*REQUIRED ACTION:*
Copy each of the records exactly.

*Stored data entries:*

= Beginning of Section =

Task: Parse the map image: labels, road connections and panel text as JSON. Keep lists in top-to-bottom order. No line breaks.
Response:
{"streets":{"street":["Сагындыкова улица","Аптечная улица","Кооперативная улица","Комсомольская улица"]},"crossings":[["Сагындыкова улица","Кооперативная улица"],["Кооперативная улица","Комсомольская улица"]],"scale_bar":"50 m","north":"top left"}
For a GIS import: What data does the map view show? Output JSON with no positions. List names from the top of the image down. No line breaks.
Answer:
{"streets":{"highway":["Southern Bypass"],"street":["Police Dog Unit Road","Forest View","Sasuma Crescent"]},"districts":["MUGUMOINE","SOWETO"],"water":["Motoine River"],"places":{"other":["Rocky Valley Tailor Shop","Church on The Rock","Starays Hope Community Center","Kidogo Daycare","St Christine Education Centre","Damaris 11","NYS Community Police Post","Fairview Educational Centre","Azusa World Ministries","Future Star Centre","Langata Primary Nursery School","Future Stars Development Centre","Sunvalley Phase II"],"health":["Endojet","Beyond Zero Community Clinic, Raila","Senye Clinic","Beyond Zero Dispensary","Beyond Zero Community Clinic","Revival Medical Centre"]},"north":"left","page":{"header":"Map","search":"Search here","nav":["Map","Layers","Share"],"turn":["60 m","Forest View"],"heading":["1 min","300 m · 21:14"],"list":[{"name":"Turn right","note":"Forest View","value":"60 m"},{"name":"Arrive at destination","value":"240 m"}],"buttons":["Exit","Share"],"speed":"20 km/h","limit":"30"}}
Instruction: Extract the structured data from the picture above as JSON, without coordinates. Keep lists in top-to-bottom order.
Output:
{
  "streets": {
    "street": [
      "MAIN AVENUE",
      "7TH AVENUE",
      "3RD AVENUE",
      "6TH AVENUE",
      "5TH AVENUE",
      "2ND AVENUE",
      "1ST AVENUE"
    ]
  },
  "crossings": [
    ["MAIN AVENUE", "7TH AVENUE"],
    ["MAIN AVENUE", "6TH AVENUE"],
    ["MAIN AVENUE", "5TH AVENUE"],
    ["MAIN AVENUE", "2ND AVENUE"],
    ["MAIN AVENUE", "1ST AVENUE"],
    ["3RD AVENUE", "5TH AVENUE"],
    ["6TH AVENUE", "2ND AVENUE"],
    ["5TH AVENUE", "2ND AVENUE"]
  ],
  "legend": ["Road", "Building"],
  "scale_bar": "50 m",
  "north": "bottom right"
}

= End of Section =

*WRITTEN RESPONSE:*
Task: Parse the map image: labels, road connections and panel text as JSON. Keep lists in top-to-bottom order. No line breaks.
Response:
{"streets":{"street":["Сагындыкова улица","Аптечная улица","Кооперативная улица","Комсомольская улица"]},"crossings":[["Сагындыкова улица","Кооперативная улица"],["Кооперативная улица","Комсомольская улица"]],"scale_bar":"50 m","north":"top left"}
For a GIS import: What data does the map view show? Output JSON with no positions. List names from the top of the image down. No line breaks.
Answer:
{"streets":{"highway":["Southern Bypass"],"street":["Police Dog Unit Road","Forest View","Sasuma Crescent"]},"districts":["MUGUMOINE","SOWETO"],"water":["Motoine River"],"places":{"other":["Rocky Valley Tailor Shop","Church on The Rock","Starays Hope Community Center","Kidogo Daycare","St Christine Education Centre","Damaris 11","NYS Community Police Post","Fairview Educational Centre","Azusa World Ministries","Future Star Centre","Langata Primary Nursery School","Future Stars Development Centre","Sunvalley Phase II"],"health":["Endojet","Beyond Zero Community Clinic, Raila","Senye Clinic","Beyond Zero Dispensary","Beyond Zero Community Clinic","Revival Medical Centre"]},"north":"left","page":{"header":"Map","search":"Search here","nav":["Map","Layers","Share"],"turn":["60 m","Forest View"],"heading":["1 min","300 m · 21:14"],"list":[{"name":"Turn right","note":"Forest View","value":"60 m"},{"name":"Arrive at destination","value":"240 m"}],"buttons":["Exit","Share"],"speed":"20 km/h","limit":"30"}}
Instruction: Extract the structured data from the picture above as JSON, without coordinates. Keep lists in top-to-bottom order.
Output:
{
  "streets": {
    "street": [
      "MAIN AVENUE",
      "7TH AVENUE",
      "3RD AVENUE",
      "6TH AVENUE",
      "5TH AVENUE",
      "2ND AVENUE",
      "1ST AVENUE"
    ]
  },
  "crossings": [
    ["MAIN AVENUE", "7TH AVENUE"],
    ["MAIN AVENUE", "6TH AVENUE"],
    ["MAIN AVENUE", "5TH AVENUE"],
    ["MAIN AVENUE", "2ND AVENUE"],
    ["MAIN AVENUE", "1ST AVENUE"],
    ["3RD AVENUE", "5TH AVENUE"],
    ["6TH AVENUE", "2ND AVENUE"],
    ["5TH AVENUE", "2ND AVENUE"]
  ],
  "legend": ["Road", "Building"],
  "scale_bar": "50 m",
  "north": "bottom right"
}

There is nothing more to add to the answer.